Where might this deficit of hope take Afghanistan in the coming few years? The following is likely: Anyone with an education who can leave will leave. Already the brain drain of doctors and teachers is reducing the effectiveness of whatever healthcare and education remains available. Women will be ever more excluded, and more girls will grow up with only a smattering of schooling. Men will progress their careers based on their fighting history, loyalty, and networks – and this may favour some ethnic groups over others. Those men who are unable to demonstrate such a history or take advantage of networks will be unemployed, and there’s a risk that the need to support their families may drive many of them into crime, opium cultivation, depression, drug abuse, or into armed opposition. At some point, another state or movement will finance one of these armed groups, and violence and conflict will escalate, again.

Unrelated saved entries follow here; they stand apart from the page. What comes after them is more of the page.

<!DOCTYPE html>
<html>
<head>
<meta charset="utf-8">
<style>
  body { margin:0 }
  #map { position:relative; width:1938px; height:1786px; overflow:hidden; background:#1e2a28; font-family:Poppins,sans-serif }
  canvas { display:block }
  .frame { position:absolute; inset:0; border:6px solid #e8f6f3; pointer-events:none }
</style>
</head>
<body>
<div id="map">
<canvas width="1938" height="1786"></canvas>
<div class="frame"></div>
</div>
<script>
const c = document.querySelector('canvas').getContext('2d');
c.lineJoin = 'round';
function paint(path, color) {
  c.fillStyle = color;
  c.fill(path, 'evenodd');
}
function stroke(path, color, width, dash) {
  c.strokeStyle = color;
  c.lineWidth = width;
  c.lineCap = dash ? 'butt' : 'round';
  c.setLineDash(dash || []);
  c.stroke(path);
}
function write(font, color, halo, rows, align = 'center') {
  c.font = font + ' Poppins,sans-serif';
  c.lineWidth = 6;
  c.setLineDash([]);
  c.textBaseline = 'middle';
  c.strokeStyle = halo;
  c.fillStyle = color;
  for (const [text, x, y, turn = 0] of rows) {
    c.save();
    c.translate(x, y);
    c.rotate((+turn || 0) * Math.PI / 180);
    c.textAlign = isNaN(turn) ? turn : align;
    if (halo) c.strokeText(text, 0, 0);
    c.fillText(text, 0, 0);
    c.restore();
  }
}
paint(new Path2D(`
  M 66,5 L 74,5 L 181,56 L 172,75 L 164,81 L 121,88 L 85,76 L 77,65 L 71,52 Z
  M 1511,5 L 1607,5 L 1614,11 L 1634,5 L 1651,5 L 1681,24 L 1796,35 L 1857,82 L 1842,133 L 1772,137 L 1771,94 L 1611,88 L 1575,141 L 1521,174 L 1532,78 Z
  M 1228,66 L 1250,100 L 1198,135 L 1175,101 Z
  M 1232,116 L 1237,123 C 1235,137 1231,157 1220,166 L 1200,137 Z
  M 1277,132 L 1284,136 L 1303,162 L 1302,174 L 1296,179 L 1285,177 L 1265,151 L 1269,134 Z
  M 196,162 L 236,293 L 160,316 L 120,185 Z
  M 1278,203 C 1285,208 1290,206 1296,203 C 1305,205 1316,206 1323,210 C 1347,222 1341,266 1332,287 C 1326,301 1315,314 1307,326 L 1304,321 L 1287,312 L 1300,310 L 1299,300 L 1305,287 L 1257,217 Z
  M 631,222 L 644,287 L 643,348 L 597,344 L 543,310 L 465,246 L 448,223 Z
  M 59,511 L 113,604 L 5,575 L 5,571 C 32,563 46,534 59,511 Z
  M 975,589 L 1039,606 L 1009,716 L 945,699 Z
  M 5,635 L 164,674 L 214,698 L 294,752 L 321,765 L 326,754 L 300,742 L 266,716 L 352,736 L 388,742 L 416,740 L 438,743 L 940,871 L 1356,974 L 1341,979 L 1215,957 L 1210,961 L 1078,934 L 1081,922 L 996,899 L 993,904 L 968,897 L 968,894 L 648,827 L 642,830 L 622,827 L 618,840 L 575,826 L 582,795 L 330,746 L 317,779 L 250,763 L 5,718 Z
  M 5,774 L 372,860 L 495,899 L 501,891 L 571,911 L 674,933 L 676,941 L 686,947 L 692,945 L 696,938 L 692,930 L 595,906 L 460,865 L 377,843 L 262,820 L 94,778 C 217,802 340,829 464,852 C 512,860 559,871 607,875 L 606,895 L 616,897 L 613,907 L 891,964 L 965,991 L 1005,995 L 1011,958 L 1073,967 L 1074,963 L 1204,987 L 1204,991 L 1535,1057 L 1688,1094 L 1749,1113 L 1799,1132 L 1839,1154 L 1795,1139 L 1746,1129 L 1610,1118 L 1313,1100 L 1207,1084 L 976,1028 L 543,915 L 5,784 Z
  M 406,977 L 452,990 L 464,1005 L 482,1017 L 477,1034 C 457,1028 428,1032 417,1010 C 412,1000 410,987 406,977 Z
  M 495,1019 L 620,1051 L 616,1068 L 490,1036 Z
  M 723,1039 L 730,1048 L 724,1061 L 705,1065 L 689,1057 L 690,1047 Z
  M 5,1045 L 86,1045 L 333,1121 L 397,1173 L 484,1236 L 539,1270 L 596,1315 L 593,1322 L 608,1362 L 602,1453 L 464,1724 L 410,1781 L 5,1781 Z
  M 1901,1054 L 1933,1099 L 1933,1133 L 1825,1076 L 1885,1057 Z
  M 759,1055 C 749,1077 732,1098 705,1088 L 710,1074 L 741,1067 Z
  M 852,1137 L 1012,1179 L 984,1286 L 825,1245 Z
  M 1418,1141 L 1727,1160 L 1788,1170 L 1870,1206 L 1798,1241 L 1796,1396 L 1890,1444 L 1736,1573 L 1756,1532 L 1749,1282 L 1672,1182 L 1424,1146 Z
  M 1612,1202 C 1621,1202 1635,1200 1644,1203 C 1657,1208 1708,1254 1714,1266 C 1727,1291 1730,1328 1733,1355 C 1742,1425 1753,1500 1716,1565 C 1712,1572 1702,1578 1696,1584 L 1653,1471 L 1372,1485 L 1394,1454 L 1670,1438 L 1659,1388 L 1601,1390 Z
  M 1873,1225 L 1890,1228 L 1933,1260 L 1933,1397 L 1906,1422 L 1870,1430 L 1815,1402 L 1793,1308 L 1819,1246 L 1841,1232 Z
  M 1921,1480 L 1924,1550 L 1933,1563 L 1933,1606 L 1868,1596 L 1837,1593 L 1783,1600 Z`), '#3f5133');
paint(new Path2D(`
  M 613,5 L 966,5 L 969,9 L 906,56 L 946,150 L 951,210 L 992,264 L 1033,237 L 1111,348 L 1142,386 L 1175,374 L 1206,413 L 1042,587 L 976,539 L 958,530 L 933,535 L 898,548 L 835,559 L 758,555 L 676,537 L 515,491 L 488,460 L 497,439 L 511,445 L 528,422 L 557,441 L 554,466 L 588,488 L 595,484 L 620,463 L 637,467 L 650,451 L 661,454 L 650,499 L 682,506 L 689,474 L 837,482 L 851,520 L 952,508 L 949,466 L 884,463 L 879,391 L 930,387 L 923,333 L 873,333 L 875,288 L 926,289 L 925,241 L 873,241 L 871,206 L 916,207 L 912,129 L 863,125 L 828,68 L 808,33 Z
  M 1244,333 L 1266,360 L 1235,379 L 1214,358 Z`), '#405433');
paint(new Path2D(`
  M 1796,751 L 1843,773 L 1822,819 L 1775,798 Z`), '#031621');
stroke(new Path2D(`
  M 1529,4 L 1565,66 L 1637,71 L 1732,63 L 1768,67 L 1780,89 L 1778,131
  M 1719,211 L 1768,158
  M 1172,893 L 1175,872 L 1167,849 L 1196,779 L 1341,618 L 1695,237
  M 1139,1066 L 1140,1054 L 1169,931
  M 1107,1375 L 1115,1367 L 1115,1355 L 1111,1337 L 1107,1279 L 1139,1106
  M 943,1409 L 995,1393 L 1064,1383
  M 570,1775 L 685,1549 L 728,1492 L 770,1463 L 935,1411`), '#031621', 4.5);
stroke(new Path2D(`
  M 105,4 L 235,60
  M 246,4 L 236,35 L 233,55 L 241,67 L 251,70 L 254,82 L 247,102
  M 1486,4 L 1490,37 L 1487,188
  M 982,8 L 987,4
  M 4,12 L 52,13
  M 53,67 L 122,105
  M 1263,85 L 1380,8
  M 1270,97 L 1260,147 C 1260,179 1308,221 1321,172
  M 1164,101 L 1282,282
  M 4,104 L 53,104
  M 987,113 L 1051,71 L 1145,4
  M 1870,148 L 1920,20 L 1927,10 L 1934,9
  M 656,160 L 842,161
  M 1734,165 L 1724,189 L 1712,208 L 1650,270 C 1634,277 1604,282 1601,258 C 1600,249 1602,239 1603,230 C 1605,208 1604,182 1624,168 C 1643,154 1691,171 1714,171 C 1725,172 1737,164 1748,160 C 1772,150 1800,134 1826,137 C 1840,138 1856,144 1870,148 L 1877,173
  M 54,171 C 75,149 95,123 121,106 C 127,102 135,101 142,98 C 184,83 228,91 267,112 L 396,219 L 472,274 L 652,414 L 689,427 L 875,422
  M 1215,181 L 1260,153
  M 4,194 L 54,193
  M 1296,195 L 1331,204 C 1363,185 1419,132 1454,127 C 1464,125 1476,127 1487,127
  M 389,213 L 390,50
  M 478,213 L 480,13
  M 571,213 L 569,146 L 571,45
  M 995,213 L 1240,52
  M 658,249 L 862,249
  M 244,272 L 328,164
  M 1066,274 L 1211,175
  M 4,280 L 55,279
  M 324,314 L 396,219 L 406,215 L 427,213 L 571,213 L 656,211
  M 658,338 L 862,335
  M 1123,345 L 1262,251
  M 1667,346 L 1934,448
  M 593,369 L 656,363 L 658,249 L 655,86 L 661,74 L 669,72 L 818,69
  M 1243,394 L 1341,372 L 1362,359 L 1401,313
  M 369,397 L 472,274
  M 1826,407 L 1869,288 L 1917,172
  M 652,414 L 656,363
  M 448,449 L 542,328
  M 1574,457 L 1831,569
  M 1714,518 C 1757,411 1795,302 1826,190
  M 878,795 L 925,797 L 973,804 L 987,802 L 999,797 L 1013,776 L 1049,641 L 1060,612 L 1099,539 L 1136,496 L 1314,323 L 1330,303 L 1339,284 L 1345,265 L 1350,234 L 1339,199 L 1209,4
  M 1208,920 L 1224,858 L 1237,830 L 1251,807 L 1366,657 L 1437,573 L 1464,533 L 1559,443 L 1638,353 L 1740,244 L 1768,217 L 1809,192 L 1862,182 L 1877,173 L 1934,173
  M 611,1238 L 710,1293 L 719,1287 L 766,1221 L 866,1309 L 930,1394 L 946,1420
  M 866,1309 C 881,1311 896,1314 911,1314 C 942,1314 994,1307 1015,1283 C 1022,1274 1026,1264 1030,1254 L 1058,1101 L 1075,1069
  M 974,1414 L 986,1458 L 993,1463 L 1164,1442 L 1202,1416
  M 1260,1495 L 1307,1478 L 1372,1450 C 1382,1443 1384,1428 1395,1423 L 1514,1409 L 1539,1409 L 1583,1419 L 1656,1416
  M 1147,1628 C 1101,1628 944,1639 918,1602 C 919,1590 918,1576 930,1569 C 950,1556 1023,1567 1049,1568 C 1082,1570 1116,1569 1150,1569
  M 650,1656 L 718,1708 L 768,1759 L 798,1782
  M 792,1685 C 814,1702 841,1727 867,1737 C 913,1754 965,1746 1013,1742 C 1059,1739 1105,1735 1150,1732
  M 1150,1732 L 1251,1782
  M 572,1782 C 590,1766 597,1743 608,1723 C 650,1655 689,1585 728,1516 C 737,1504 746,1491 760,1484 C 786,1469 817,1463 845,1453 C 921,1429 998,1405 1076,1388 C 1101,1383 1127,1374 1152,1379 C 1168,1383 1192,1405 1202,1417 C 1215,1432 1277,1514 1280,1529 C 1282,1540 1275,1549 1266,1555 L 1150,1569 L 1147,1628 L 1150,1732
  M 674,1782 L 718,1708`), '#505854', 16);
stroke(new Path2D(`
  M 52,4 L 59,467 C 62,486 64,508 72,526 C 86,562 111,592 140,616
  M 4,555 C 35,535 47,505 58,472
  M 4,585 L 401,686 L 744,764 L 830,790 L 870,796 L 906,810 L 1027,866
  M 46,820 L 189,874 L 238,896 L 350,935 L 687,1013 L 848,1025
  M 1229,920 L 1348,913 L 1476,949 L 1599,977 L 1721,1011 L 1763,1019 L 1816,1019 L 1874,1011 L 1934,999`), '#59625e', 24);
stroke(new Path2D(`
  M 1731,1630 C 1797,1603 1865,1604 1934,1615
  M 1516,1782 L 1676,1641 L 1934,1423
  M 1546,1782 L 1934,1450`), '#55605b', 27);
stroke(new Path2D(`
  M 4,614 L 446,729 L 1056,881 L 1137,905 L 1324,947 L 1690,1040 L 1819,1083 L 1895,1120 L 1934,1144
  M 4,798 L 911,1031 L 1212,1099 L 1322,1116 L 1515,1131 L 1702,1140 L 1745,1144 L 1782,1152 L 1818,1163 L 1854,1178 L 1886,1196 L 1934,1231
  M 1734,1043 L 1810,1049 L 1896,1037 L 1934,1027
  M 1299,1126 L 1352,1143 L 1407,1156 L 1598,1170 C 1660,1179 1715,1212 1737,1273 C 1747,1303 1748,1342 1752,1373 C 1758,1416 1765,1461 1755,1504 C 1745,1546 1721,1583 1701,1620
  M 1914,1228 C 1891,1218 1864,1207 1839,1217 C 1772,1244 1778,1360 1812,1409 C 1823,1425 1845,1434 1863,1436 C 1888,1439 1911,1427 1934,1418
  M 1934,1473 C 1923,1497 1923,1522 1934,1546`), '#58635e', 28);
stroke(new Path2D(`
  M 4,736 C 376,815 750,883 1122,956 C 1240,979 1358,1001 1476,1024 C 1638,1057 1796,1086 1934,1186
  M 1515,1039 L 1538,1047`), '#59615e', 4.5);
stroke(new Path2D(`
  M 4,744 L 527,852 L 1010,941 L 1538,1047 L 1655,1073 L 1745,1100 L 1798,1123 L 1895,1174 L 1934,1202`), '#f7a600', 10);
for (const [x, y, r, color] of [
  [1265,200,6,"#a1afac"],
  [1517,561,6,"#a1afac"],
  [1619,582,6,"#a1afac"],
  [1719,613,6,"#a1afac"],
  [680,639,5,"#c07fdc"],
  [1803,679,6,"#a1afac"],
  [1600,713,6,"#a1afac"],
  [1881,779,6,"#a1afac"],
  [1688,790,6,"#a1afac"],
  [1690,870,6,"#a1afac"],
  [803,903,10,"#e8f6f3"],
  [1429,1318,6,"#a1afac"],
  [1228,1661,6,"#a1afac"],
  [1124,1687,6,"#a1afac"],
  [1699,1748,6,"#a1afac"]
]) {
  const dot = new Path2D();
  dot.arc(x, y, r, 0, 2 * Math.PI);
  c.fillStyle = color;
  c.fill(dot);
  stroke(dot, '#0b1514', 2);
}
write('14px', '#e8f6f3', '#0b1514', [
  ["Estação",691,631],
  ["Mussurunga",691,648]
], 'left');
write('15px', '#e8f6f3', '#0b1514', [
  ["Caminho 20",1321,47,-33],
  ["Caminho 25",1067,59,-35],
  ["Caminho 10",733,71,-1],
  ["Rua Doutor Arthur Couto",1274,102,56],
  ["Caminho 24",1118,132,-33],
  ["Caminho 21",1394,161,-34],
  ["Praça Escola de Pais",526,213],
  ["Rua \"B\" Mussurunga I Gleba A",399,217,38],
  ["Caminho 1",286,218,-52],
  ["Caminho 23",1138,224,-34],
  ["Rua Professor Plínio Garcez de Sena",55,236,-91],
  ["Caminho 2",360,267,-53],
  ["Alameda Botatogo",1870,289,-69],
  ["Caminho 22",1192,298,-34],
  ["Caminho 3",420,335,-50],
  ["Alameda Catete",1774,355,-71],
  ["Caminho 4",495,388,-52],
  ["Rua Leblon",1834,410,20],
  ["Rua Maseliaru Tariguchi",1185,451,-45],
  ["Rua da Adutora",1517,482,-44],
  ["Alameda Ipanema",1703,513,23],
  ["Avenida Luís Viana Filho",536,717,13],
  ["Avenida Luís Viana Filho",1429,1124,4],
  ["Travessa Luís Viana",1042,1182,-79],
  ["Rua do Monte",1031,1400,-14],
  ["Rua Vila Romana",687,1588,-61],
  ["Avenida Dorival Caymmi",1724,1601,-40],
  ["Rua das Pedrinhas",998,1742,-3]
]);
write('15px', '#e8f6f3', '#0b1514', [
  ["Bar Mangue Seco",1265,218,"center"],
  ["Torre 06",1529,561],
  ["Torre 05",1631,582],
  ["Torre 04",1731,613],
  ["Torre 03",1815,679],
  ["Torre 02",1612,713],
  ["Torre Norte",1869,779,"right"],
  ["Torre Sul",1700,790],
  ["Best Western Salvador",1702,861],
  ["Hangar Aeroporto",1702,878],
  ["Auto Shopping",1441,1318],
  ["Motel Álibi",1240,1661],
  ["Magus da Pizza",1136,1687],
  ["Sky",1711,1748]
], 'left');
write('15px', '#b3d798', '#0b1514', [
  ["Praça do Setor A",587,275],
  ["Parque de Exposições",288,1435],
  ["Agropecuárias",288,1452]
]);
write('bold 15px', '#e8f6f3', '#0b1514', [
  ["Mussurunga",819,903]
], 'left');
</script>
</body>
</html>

“I am convinced that not investing in the future, and sticking to the minimalist, humanitarian-only approach that has emerged since August 2021, will hurt everyone in the long run, especially Afghans themselves.”
If this is where we are heading, is there anything that can be done from the outside to change Afghanistan’s course? There are no guarantees. Outsiders don’t have a good track record of success in the country. But there are some people-centred interventions – currently off the table in this minimalist approach – that might just help.
Investment in youth activities and in vocational training – including for the tens of thousands of former fighters, will equip them with skills for self-employment and may limit temptation to join extremist groups. Investment in disaster preparedness, considering the inevitable increase in extreme weather events, may help protect livelihoods and reduce disaster-induced destitution and displacement. Investment in diverse approaches to education and learning: including informal, online education for girls, may bring hope that they will not be locked out of future career opportunities. And investment in job creation and in livelihoods, including for women, will enhance self-reliance and dignity. There are plenty of humanitarian organisations, including the International Federation of Red Cross and Red Crescent Societies, who bridge the humanitarian-development divide that can support such work, including investing in Afghan institutions who can take over the services in time.
Such interventions may not penetrate deep enough into rural and remote areas, and some of the best intentions may end up filtered and changed by the ruling authorities upon implementation. Sadly, that is the current working reality. But with commitment, these developmental efforts may still bring some desperately needed hope.
I have been involved in Afghanistan too long to believe that well laid plans will work seamlessly here. Anything tried will go off course one way or another. Still, some seeds may bear fruit. And I am convinced that not investing in the future, and sticking to the minimalist, humanitarian-only approach that has emerged since August 2021, will hurt everyone in the long run, especially Afghans themselves, including women, who above all don’t want the international community to give up on them. It’s time for a rethink.